++++ DATA FOR THIS EXERCISE ++++

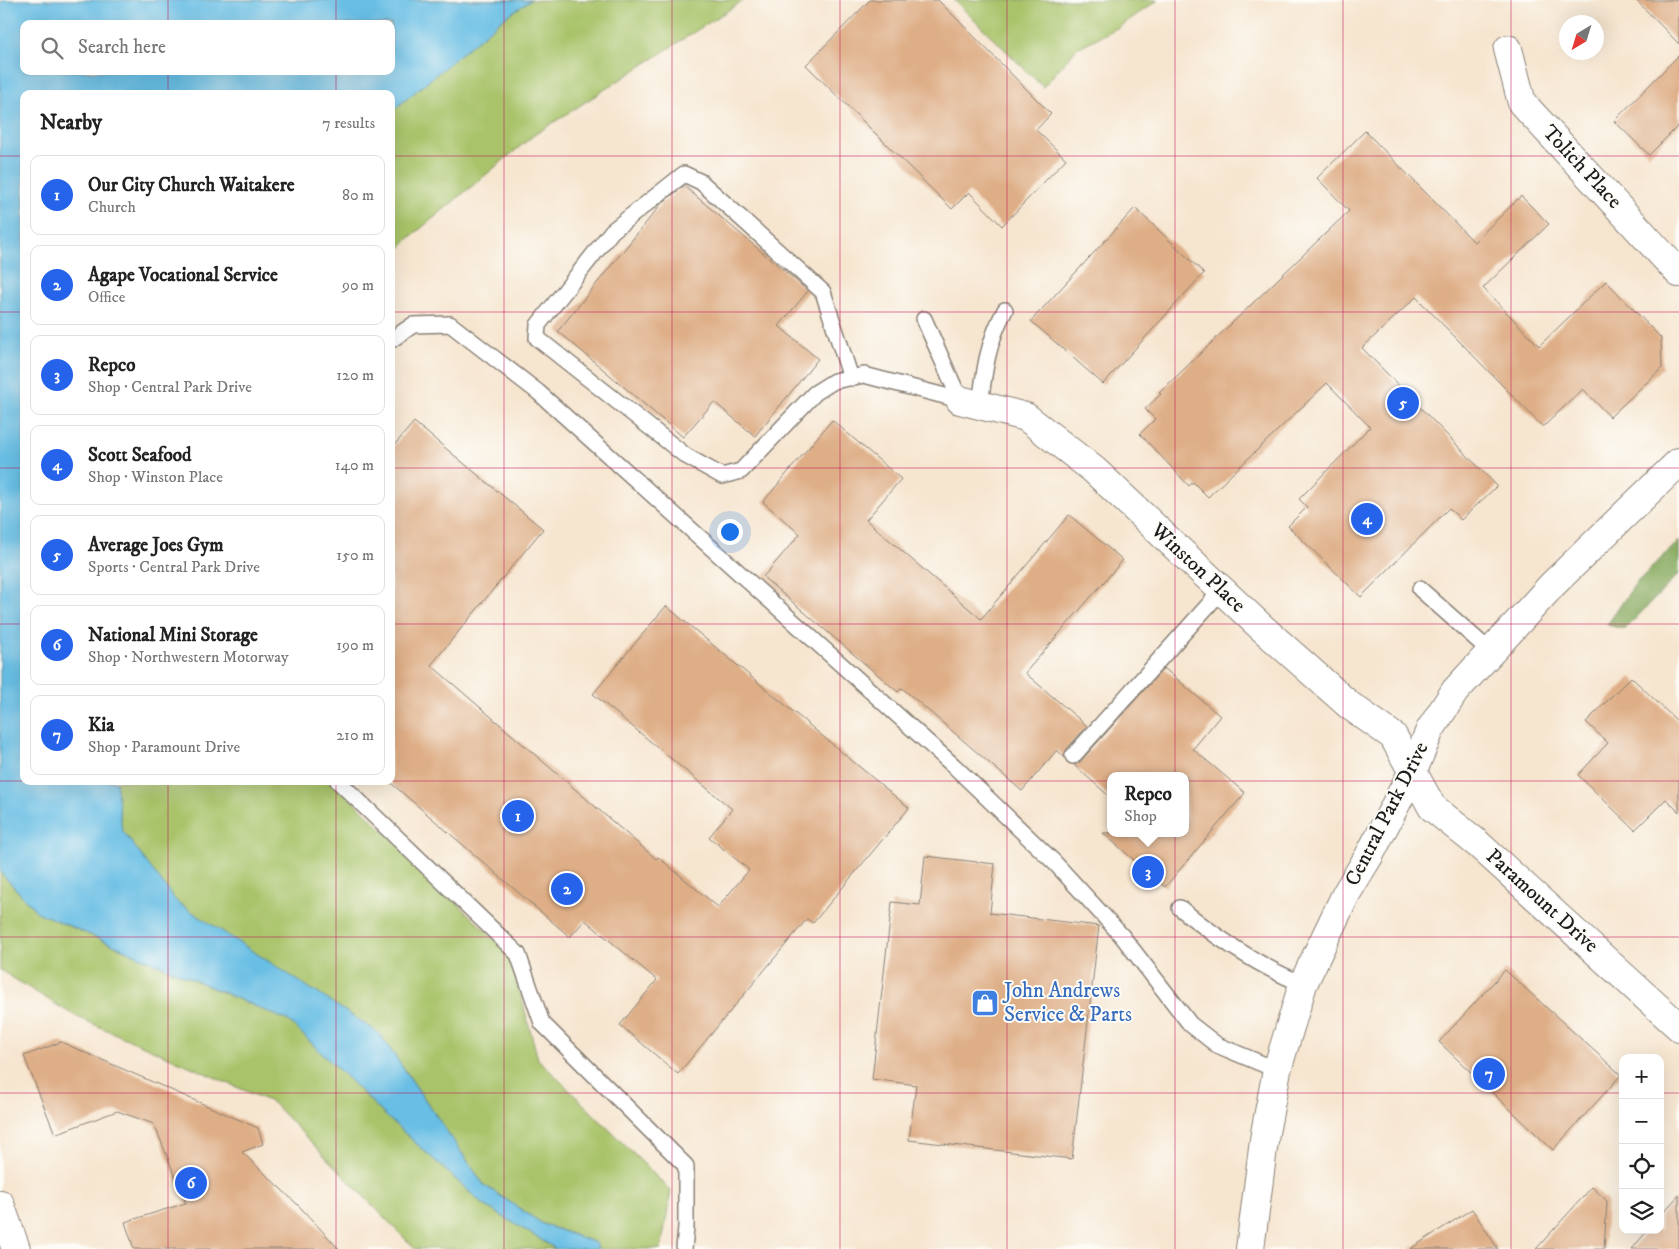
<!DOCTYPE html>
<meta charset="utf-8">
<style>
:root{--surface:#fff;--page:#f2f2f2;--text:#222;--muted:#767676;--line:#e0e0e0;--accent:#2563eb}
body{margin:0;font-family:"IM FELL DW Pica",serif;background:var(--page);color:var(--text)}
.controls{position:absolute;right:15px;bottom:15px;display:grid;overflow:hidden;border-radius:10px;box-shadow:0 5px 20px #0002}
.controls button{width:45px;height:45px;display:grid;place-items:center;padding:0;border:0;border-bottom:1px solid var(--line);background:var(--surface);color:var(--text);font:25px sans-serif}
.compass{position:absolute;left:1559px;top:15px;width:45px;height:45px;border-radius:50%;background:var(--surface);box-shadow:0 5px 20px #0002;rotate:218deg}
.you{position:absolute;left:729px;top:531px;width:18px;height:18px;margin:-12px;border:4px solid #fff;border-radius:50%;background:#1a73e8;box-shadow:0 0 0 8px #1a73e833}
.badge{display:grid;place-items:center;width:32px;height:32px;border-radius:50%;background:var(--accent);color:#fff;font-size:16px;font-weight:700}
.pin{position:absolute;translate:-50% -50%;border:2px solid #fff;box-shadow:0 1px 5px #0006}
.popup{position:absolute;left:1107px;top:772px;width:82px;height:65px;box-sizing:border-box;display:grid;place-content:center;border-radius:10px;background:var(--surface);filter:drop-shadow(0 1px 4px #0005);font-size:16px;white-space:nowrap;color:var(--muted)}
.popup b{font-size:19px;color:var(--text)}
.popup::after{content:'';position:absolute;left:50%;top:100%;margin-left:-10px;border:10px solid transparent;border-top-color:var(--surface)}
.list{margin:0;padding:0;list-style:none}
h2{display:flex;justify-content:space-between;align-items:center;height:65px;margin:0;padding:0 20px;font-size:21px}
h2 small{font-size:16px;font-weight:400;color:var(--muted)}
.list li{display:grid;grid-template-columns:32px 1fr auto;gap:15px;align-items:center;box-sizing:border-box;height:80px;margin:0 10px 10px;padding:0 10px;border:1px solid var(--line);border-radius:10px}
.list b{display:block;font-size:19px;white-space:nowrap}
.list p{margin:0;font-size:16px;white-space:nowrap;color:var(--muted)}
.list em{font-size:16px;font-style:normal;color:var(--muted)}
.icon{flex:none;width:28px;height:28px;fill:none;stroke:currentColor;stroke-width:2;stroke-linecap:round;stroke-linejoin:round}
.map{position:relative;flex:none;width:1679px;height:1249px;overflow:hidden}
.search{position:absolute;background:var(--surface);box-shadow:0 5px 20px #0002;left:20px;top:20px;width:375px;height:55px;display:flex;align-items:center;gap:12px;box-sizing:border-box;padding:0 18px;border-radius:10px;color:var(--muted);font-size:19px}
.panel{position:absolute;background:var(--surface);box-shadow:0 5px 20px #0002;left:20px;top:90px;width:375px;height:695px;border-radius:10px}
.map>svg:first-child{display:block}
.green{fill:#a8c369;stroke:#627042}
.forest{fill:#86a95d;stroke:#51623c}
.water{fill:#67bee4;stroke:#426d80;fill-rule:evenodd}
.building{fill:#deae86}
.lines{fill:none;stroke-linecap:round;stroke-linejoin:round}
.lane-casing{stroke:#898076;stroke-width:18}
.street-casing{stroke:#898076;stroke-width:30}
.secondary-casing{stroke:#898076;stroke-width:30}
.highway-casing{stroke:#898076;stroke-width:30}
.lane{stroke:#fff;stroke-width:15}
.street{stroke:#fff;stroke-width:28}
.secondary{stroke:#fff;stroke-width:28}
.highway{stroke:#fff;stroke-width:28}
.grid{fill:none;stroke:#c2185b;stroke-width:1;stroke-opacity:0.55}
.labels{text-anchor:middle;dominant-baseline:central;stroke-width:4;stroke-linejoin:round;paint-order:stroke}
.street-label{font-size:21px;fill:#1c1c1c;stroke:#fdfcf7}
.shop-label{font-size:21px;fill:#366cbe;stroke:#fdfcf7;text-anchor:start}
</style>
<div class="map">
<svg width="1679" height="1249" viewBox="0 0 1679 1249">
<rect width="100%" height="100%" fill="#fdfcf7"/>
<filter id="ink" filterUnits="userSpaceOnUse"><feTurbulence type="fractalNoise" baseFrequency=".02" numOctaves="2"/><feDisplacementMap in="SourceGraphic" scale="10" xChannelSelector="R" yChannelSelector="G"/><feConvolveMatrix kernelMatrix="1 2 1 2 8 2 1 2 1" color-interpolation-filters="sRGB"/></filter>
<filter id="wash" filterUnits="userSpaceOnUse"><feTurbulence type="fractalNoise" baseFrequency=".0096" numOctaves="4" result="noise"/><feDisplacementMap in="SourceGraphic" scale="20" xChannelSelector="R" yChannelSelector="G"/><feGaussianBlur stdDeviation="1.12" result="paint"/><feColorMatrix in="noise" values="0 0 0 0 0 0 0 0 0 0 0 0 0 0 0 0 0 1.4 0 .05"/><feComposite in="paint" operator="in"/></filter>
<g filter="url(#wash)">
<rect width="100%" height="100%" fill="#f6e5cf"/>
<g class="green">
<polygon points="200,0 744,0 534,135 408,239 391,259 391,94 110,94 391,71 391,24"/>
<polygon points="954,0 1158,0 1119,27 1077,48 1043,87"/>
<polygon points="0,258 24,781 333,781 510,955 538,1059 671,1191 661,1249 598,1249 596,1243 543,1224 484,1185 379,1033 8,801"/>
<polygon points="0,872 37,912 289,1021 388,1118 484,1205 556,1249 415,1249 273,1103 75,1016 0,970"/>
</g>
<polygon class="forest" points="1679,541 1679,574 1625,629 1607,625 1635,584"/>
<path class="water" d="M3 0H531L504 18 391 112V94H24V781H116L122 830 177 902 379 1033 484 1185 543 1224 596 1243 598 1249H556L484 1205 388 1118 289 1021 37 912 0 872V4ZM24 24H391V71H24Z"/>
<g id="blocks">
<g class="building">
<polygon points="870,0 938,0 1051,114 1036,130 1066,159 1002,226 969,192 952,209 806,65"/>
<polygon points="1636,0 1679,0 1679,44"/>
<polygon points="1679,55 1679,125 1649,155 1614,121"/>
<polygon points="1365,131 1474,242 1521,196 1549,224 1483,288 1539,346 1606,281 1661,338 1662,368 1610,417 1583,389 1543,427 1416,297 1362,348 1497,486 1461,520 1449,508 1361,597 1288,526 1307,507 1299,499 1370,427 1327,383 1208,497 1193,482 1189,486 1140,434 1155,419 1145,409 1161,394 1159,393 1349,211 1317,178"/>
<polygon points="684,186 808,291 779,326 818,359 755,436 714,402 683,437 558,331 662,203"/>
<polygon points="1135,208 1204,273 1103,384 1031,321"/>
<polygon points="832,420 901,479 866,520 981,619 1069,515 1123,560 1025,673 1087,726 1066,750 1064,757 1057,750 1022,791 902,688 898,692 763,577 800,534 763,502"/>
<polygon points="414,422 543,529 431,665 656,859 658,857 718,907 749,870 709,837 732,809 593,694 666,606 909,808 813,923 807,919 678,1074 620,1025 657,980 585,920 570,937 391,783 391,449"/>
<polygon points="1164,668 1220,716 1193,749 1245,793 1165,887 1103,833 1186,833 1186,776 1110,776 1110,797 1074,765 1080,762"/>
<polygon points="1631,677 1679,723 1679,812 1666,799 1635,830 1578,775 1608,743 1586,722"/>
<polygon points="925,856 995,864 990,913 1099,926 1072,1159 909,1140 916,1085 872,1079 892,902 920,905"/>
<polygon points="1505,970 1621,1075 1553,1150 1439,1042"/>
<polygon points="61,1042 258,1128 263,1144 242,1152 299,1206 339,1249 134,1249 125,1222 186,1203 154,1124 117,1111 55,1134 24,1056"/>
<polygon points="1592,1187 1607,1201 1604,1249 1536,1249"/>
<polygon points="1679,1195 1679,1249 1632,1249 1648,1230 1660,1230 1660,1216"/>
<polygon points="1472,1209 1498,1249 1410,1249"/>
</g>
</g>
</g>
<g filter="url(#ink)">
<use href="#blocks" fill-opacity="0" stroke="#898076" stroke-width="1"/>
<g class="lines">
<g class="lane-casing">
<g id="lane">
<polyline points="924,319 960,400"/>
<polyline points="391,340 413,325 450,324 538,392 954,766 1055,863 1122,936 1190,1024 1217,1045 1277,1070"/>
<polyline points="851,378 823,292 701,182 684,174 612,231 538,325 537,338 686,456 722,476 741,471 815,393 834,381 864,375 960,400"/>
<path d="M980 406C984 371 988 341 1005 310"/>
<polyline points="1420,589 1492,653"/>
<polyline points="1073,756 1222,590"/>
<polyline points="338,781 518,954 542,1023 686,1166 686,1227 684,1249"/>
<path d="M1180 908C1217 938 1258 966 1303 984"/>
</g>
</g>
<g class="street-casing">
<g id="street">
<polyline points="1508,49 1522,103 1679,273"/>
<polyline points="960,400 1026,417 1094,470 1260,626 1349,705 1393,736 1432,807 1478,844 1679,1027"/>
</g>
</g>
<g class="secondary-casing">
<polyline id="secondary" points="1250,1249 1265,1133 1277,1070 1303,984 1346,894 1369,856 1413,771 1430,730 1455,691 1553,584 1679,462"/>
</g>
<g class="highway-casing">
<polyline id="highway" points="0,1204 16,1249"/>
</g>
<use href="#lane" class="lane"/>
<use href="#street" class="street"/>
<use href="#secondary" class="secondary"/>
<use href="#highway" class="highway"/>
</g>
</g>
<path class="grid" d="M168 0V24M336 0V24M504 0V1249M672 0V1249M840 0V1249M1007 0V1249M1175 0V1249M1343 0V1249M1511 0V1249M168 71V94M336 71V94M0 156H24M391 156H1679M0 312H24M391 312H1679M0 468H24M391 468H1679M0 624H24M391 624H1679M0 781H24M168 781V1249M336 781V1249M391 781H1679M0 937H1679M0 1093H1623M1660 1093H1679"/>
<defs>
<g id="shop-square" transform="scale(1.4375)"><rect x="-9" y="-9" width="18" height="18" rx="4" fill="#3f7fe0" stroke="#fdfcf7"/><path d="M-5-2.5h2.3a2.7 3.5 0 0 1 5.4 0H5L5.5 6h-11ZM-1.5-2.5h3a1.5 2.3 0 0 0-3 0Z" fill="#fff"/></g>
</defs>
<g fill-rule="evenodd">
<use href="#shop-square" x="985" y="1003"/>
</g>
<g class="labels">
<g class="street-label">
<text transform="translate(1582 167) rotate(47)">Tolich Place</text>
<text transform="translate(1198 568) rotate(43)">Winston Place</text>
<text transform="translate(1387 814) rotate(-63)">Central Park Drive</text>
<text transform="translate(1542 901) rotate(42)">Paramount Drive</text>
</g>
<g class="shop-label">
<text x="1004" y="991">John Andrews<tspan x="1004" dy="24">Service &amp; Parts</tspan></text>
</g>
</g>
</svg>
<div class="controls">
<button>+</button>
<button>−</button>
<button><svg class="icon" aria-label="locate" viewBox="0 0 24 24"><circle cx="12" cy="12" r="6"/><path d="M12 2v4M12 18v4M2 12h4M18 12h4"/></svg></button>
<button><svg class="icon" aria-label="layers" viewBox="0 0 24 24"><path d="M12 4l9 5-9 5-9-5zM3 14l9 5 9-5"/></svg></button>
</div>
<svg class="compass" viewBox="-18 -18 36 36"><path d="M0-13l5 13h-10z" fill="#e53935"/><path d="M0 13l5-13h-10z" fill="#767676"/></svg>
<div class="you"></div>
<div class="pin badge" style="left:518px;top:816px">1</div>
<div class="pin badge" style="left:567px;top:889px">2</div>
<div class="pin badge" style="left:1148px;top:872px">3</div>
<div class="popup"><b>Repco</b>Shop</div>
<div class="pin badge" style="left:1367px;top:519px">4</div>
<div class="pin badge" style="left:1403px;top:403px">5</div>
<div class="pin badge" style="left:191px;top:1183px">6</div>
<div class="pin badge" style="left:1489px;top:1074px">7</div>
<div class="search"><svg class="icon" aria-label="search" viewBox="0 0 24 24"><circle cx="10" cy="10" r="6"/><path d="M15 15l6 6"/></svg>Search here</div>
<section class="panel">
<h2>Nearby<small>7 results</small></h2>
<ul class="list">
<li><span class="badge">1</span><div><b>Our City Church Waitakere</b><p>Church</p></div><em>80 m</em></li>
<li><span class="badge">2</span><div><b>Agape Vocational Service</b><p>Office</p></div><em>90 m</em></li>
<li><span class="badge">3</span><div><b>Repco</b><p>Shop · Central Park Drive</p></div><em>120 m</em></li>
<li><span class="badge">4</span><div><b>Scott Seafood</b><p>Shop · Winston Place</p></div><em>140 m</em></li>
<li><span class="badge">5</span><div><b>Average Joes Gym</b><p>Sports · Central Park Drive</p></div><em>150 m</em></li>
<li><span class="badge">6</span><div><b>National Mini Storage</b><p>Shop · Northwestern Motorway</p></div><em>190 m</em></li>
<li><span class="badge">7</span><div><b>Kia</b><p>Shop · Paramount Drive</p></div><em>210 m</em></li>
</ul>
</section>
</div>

++++

## WORK ITEM
Within the entries above, find the string "bottom" and return each line that holds it.

## ANSWER BELOW
.controls{position:absolute;right:15px;bottom:15px;display:grid;overflow:hidden;border-radius:10px;box-shadow:0 5px 20px #0002}
.controls button{width:45px;height:45px;display:grid;place-items:center;padding:0;border:0;border-bottom:1px solid var(--line);background:var(--surface);color:var(--text);font:25px sans-serif}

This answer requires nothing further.